Identifying non-sequential tibble columns by index, position or number in dplyr

Question

A fairly common data issue in some circles is coding an instrument, for example this one, where related items are separated in the instrument. The idea is to avoid cuing the respondent that all of these questions - say all those beginning with A or D in this example, are related.

rm(list=ls())
Column_Names = c('A2','B1','D1','A1','B3','B2','D3','A3','A4','D2')
Matrix <- matrix(nrow=10,ncol=10,floor(runif(n=100,min=0, max=10)))
Data <- as_tibble(Matrix)
names(Data) = Column_Names
Identifier = sample(letters, size=10)
Data <- Data %>% mutate(Identifier = Identifier)
rm(Matrix, Column_Names, Identifier)

Scoring these instruments typically requires you to take all the related items (B1, B2, B2,,) and do something with them. This is often something very simple - a mean, and it may be the case that some items have to be recoded (0=9, 1=8, 2-7,3-6 ...). All of that is easy. Typically there are sub-scales (A,B,C,D here), and these are calculated on fixed subsets of the variables - A1,A2,A3 might be one subscale, and D1,D2 and D3 another, for example.

The hard bit is selecting the columns. What happens in real examples, is there might be 50 items, and they should be in a fixed order. (These instruments provide the questions in a fixed order). The tricky bit is that different investigators will use different NAMES for the SAME variables. They don't use names like the ones in my example, where each subscale has a name that refers directly to the subscale.

There are only two sane ways to do this, and get it right (I think). One is to rename the variables to a common set of names, and score these. The other is to pick the variables out by position - so subscale A is columns 1, 3 and 8, subscale B is columns 2,5 and 6.

This is trivial, if you put the variable numbers in your code.

Data %>% select(2,5,6) %>% names()

It's not very generalisable. I have a case where I have 70 variables, 8 subscales with 4 to 8 variables in each, and an overall score with 40 variables. I would like, but can't see a way, to read in the column numbers from a file, and pull them out.

Scales <- c('A','B','D')
Numbers <- c('1,4,8,9','2,5,6','3,7,10')
Scale <- tibble(Scales,Numbers)

I'd like to get them out

Data %>% select(2,5,6) %>% names()

works, but

    Data %>% select(Scale$Numbers[1]) %>% names()
    Data %>% select(as.numeric(Scale$Numbers[1])) %>% names()

don't, as do many efforts involving quo, !!, and the like.

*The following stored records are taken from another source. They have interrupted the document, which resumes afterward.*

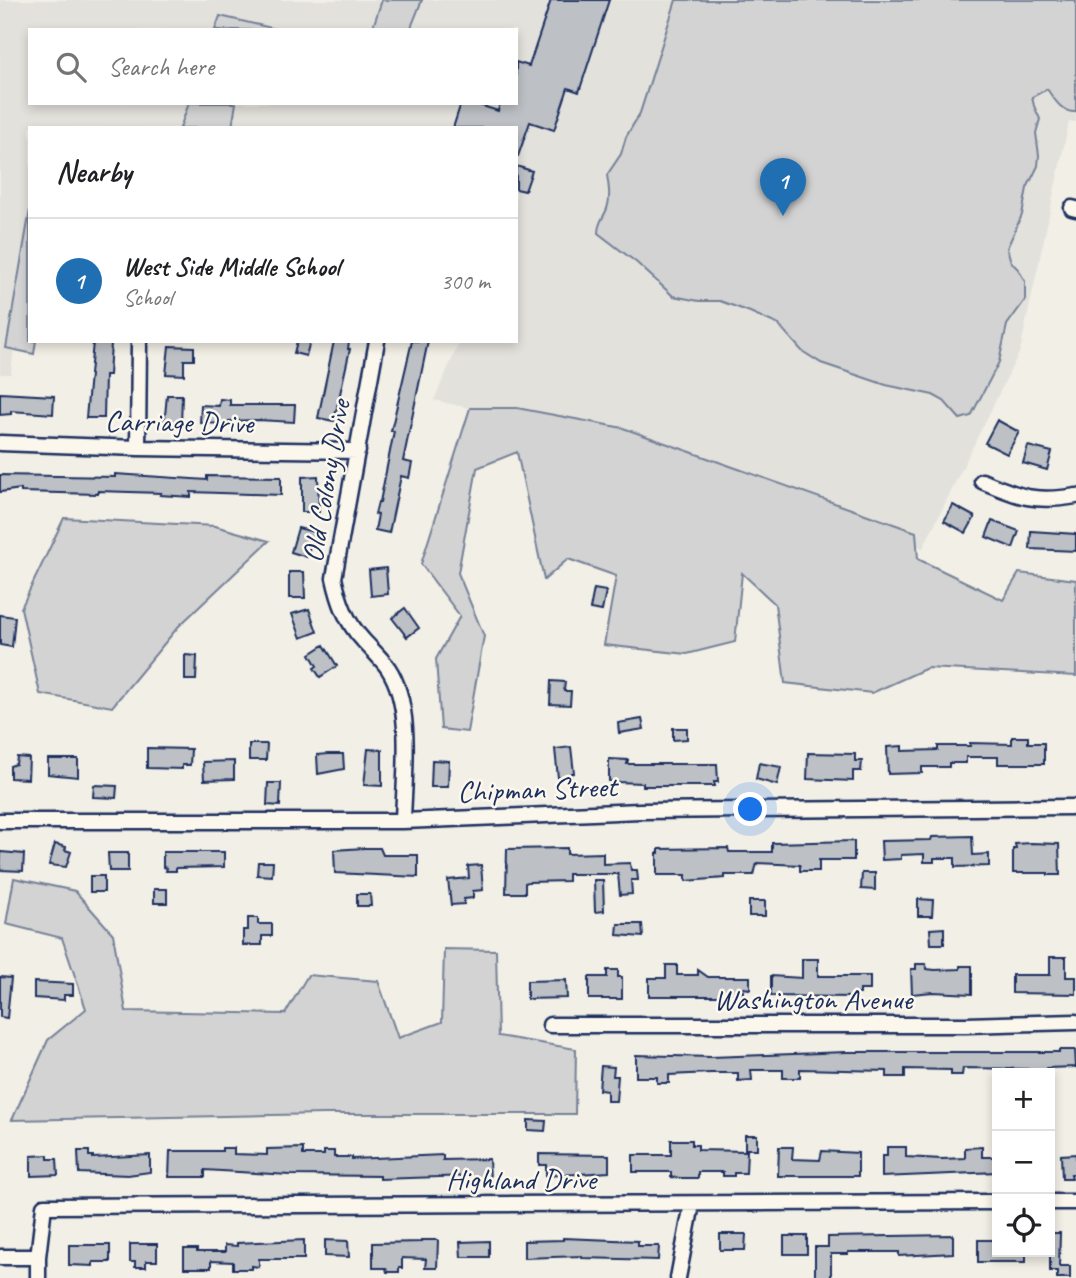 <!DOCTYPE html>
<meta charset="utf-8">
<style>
:root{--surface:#fff;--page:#f6f6f6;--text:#202124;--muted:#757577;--line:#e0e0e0;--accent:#1f6fb2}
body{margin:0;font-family:Caveat,sans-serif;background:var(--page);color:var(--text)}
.controls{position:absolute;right:21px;bottom:21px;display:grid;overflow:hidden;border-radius:0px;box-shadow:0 4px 10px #0003}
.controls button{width:63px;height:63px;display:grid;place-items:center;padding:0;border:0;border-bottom:2px solid var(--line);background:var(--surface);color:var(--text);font:35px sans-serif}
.you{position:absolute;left:751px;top:810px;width:24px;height:24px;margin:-18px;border:5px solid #fff;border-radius:50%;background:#1a73e8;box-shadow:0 0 0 10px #1a73e833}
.badge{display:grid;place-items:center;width:46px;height:46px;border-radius:50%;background:var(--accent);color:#fff;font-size:23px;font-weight:700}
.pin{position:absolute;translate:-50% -58px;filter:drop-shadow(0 2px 4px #0008)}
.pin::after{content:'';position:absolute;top:37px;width:24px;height:21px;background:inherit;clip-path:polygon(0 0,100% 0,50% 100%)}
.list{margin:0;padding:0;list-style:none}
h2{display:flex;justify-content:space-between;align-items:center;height:91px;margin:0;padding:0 28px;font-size:30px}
h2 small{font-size:23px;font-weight:400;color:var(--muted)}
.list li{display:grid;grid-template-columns:46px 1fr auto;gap:21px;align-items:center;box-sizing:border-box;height:126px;padding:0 28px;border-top:2px solid var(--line)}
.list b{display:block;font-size:26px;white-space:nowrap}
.list p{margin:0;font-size:23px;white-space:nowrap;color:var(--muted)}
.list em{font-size:23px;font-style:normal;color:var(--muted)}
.icon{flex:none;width:38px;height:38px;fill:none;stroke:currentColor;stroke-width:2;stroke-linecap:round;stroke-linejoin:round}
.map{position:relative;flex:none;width:1076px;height:1278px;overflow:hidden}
.search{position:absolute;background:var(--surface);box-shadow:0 4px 10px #0003;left:28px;top:28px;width:490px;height:77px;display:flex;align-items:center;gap:18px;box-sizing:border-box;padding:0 24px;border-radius:0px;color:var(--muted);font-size:26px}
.panel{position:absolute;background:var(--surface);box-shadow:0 4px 10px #0003;left:28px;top:126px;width:490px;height:217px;border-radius:0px}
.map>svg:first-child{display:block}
</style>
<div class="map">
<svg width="1076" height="1278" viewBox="0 0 1076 1278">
<rect width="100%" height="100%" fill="#f2efe6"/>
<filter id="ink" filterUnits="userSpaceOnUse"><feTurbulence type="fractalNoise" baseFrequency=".0143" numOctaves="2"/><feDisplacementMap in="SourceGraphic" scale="14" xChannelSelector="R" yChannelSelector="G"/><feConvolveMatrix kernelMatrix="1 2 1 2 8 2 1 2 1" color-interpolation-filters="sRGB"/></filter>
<g filter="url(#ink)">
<path fill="#e2e1dc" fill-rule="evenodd" d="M0,0H1076V122H1069L1020,351L923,548L716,480L590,436L434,400L460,341H516V128H30V270L15,335L11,374H0ZM30,30H516V103H30Z"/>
<path fill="#d2d3d2" stroke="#768198" stroke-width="2" d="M382,0H422L410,30H372Z
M676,0H1076V112C1062,113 1054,99 1047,89L1032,97L1034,106L1040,119L1036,133L1039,155L1038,166L1027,188L1022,215L1007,248L1011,262L1018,269L1025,281V300L1007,325L999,362L971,416L960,419L944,401L933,395L886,385L821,363L802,351L779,325L750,312L720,301H699L673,296L637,263L598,233C598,223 602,220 606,211C611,200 609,187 607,175L621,154L626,137L640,113Z
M220,16L280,30H215Z
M189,103H236L232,128H180Z
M30,210V341H36L34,354L6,348Z
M470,408H517L623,428L916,532L918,559L1003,600L1019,573L1076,580V676L927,668L872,693L785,683L775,604L742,573L735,642L687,654L604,645L616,576L568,559L544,580L517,452L477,468L458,573L484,636L467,732L441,729L436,659L460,616L421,564Z
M64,518L215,526L269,541L178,627L112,707L40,694L21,608Z
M14,878L75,891L113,934L126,1011L285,1014L308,975L378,981L398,1038L442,1022L444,949L496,950L498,1036L576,1049L575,1114H325L12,1120L48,1040L86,1009L62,938L6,924Z"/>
<path fill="#bdc0c4" stroke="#1b2f5e" stroke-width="2" d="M551,0H609L579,92L568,88L554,130L530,122L518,156H516V128H453L461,103H473L498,111L500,103H516V62L529,66Z
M516,166L532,171L525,191L516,189Z
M297,341H310L306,356L294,353Z
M334,341H349L348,349H350L334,421L318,418Z
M412,341H428L403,461L412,463L409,478L401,476L389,533L375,530L378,515L375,514L378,502H380L394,431H391Z
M93,342L111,343L109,375H105L104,418H86Z
M169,346L194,347V360H184V375L166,374Z
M0,393L54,396L53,414L11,411V414L0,415Z
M167,395H182L181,426H164Z
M220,399L230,400V405H295L294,422L258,420L229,421V424L200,423L201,405L219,406Z
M997,420L1019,432L1007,454L985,443Z
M1028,446L1052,452L1047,470L1023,463Z
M115,474L207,480V476L281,477V495L191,492V497L160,495L161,493L98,491V494L21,492V489L0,492V475L115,477Z
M318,476L319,512H302V477Z
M953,505L975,517L966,533L944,521Z
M992,521L1019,531L1013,548L986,537Z
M298,528L314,532L307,557L291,552Z
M1031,531L1076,534V551L1030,549Z
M386,568L388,594L371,596L369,570Z
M289,572H304L305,598H289Z
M594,589L606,591L602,611L590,609Z
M405,608L419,628L407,637L392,618Z
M309,609L317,632L301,638L292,614Z
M0,615L15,617L12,647L0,645Z
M324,645L337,666L320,677L314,668L317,666L310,654Z
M185,655L197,656L196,680H185Z
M551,681L565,682L564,691H571L570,705L550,704Z
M642,719L644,729L619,733L618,723Z
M673,728H687V739L673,740Z
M1012,737H1028V743H1044V764H998V757H966V763H949V767H922V773L888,774L887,747L902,746V751L938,750V746H970V743L1012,744Z
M249,744H267L266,760H249Z
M571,747L574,773H571V777L558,778L555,749Z
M147,748L191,749L190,765H182V769L147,768Z
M368,749L382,750V786L364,785Z
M808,753L855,754V761H862L861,771H853V781L807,779Z
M328,754H343L344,769L318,774L317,755Z
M17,757L29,758L28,779L10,778V766L16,764Z
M48,759H78V777L48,774Z
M609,759L628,760L627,764H717L718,782H714L715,786H643V783L616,782L609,781Z
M432,760L449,761L448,787H431Z
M234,761V779L204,780L203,762Z
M759,763L781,767L777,785L756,779Z
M268,783H281L280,806L267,805Z
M94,785L117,786L116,798L93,797Z
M972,836L973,855L989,854V866L955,867V858H934V862H924V854L901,855V859L882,860L881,841L931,840L932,837Z
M854,841V860H819V871H800V865L757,863L754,875H725V878L686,881V875H657V853H659V849L728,848L729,852H772V843Z
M1031,843L1059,844L1060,875H1048V873H1013V849H1016L1015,844Z
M55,844L66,847L65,850L71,852L66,867L49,865Z
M364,848H380L383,855H418V877L335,873L334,850Z
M567,848V854L603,853V864L630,863L631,870H637L638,880H631L632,894L620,895L618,874H568V881L528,882L525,883V893H506L507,849Z
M1,852L24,854L23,871L0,870Z
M163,852H224V867L176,868V871H166L167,868L163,867Z
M108,853H128V871H109Z
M258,862H273L272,876L257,875Z
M481,865L483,890L473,891V898L464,899V904L451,905L448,880L469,878L468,866Z
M862,873H875V890L861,889Z
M90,876H104V892H90Z
M594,880H603L604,911L595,912Z
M154,889H167V903H154Z
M357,894H370L371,906H357Z
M918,899L933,900L932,916H918Z
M749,901H765V916H749Z
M248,918H258V924H272V936H262V945H243V930H248Z
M618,924H642L643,937L617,935Z
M944,928V944H931L930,929Z
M1050,957H1066V977H1076V994L1012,993V975H1050Z
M802,959H818V976H870V990H860V994H854L852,997L771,996V976L802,978Z
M916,964H926L927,969L935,970L960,969V966H972V994L933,992L912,994L911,969H916Z
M666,965H677V975H698V970L708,977H750V989L743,988V996H649V978H666Z
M607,970H618V977H622V999H589V977H607Z
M0,977L11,978L7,1018L0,1017Z
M566,980L567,998L527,999V981Z
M34,982L73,984V995H64V1000L34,998Z
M1059,1050H1075L1076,1067L1047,1068V1073H1028V1069L963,1068L962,1075H951V1070L905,1069V1077H887V1071L800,1069V1078H783V1070H751L752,1080L738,1081V1073H711L669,1075V1083H657V1077H636V1055L711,1057L846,1052H1059Z
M601,1066L614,1067L613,1076H618L616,1101H607V1091L599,1090Z
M528,1120L546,1121L545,1131L528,1130Z
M745,1135H757V1149H745Z
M671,1140H692V1145H698V1150L747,1151L746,1173H734V1176H723V1172H698V1178H680L671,1177V1172H633V1155H671Z
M779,1147H793L792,1159L820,1160L822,1151L858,1153V1176H778Z
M887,1147H906V1157L942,1159L965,1158V1148L982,1147V1157H997V1172L882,1177V1156H887Z
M222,1148H234V1154L267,1155V1149L303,1148V1155H324V1151H334V1157H352V1159L443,1155V1160L489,1159L490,1179L469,1180V1176L380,1179V1176L290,1175L205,1170V1177H169L170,1151H222Z
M78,1151H89V1156H93V1158L150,1155V1172L128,1175L79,1173Z
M539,1154L609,1155V1172L546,1176V1165H539Z
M1076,1154V1174H1071L1072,1179H1062L1061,1155Z
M48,1155V1159H57L58,1175L31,1176V1156Z
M1050,1233H1060L1059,1266H1070V1278H1057V1271H1050Z
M720,1234H746L745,1250H720Z
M953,1235V1253L899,1256V1252H848V1254H831V1278H815V1247H828V1237Z
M784,1236H807V1254H784Z
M563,1238L638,1241V1246H659L658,1260L582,1258V1256L524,1258V1241L563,1240Z
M304,1240V1259H259V1267L252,1266V1269H233V1262L211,1261V1268H184V1249H197V1252H225V1245L237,1246V1243Z
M325,1240L348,1241L349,1257L325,1256Z
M421,1240H438L437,1268H425L426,1259L402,1258V1268H399V1272H387L386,1268H373V1243L421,1242Z
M978,1240H997V1252H1026V1262H978Z
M489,1241V1257H461L460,1242Z
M130,1244H157V1261H146V1267H135V1262H130Z
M69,1245H110V1262H93V1266L69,1265Z"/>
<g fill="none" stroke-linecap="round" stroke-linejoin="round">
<defs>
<path id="minor" d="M1072,208L1076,209
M377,341L334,578C339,601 346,622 363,640C371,649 381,658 388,668C414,707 404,776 403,821
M0,443L138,448L358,451
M138,448L139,341
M982,481C1020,497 1034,503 1076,496
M0,821H403L640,811L1076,807
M550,1025H966L1076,1022
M1050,1202H1076
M0,1257H38
M38,1278V1257L44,1206L997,1202
M678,1278L692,1204"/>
</defs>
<use href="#minor" stroke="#1b2f5e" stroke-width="19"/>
<use href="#minor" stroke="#fbf7ec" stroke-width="14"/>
</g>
</g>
<g text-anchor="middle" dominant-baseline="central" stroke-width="5" stroke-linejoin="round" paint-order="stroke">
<g font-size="30" fill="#1b2f5e" stroke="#fbf7ec">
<text transform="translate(179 422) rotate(1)">Carriage Drive</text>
<text transform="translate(326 481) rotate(-80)">Old Colony Drive</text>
<text transform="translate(537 789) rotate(-2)">Chipman Street</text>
<text x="813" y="999">Washington Avenue</text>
<text x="521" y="1179">Highland Drive</text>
</g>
</g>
</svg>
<div class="controls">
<button>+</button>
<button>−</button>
<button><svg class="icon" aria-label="locate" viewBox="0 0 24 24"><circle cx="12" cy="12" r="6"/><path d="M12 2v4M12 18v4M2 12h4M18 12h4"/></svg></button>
</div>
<div class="you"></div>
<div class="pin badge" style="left:783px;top:216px">1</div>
<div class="search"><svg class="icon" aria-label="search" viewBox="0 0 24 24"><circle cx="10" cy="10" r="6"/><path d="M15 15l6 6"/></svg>Search here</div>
<section class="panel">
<h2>Nearby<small></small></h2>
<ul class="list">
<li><span class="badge">1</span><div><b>West Side Middle School</b><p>School</p></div><em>300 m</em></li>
</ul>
</section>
</div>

I know Hadley Wickham disapproves of using column positions and I get why, but this is a reasonable use case, maybe the only one I've ever come across.

This is what I'm doing for this particular study -

Somatic <- Questionnaire1 %>%
  select(   1,7,16,32,43,
          45,50,51, Identifier) %>%
  rowwise(Identifier) %>%
  mutate(Somatic = mean(c_across(1:8),na.rm=TRUE)) %>%
  select(Identifier, Somatic)
  
Cognitive  <- Questionnaire %>%
  select( 2, 4, 8,11,15,
         21,22,23,36,42,
         46,54,59, Identifier) %>%
  rowwise(Identifier) %>%
  mutate(Cognitive = mean(c_across(1:13),na.rm=TRUE)) %>%
  select(Identifier, Cognitive)

In this application, there are nine of these for 8 subclasses, and one overall score. In this study, there are 5 different instruments being used, with five different sets of variables, and a total of twenty subscales. This is why I want to have a programmatic solution.

Suggestions welcomed! Thanks Anthony

Answer 1

It sounds like regardless you are going to need to create some type of mapping. Consider this approach to create a string of attributes that capture the group each question belongs to. I used "I" for the Identifier as the length needs to match the number of columns.

Attributes <- c("A", "B", "D", "A", "B", "B", "D", "A", "A", list(c("B", "D")), "I")
attr(Data, "Group") <- Attributes

Data %>%
    select_if(purrr::map_lgl(attr(Data, "Group"), `%in%`, x = "B")) %>% names()
#[1] "B1" "B3" "B2" "D2"

Answer 2

Here is another approach so you don't have to identify the column numbers in advance.

Data %>%
    select(starts_with("B")) %>%
    names()
#[1] "B1" "B3" "B2"